Bah blah blah. Babbling. Sorry.


J

5 comments:

Anonymous said...

"Had a long discussion today with a young girl who seemed to think that a prayer language -- the sort that preaches only to one's own soul -- is not an actual language."

Right there. That's the key.

Talking to the young. About these things, by those who know about them and can explain them to a hungry soul.

You need to do it more and so do I.

It may not cure the depression, in fact, it may increase it (He who increases in knowlegde, increases in sorrow - Solomon) but it makes a lot more sense to do than anything else I can think of.

Considering what's coming.

Anonymous said...

You're a wise man, chuck e. boy.

brent said...

So what would it hurt to try some meds? The worse that would happen is that you would pee them out - after filtering through your liver, of course.

I'm not a med person. I would be saying the same things with the same resistance.

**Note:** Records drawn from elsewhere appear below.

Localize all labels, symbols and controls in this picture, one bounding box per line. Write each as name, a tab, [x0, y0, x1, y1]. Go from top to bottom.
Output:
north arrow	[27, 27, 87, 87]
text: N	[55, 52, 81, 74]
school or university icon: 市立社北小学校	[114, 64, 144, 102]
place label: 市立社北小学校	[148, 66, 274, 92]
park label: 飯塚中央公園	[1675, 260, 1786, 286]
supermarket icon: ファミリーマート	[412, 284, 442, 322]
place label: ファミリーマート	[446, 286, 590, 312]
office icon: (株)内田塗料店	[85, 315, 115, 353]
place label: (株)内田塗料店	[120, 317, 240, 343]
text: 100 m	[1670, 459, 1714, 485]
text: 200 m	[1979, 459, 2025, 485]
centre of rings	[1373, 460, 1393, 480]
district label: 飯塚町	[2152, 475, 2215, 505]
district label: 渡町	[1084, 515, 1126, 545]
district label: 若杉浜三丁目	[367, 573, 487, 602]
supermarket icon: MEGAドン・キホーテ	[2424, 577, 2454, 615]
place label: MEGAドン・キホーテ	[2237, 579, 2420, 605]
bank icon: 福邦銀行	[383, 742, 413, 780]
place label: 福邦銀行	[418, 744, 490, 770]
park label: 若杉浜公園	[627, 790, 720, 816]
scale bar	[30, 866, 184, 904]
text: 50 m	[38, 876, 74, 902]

John Flavel said, "Is it not enough that God is so gracious as to do what thou desirest: must thou be so impudent as to expect him to do it in the way which thou prescribest?"

Peace.

b

Anonymous said...

I realized that I'm pretty much ruined, financially, have no assets, and in fifteen years I'll be retirement age.

while the loss of wealth will have an emotional impact that cannot be alleviated dealing with the concept of "retirement age" in a more constructive manner might help somewhat.

"retirement age" as a concept used to mean "too decrepit to work anymore". the fact that Americans have been acclimated to thinking of it as "spending 20 years in indolence" at the end of your life is absurd. something like that is possible, on a maintainable basis, only for the very wealthy.

it's interesting to think about how we got to the place we're at today. prior to WW2 we were in the Great Depression and only the super rich could even think about something like that. during WW2, everyone who could, worked. it wasn't until ~1950 that people actually started thinking that they "deserved" retirement.

Anonymous said...

All milestones are symbolic. I'll never retire. But there are benchmarks and measures of success -- if we didn't care what others thought, we wouldn't be social animals.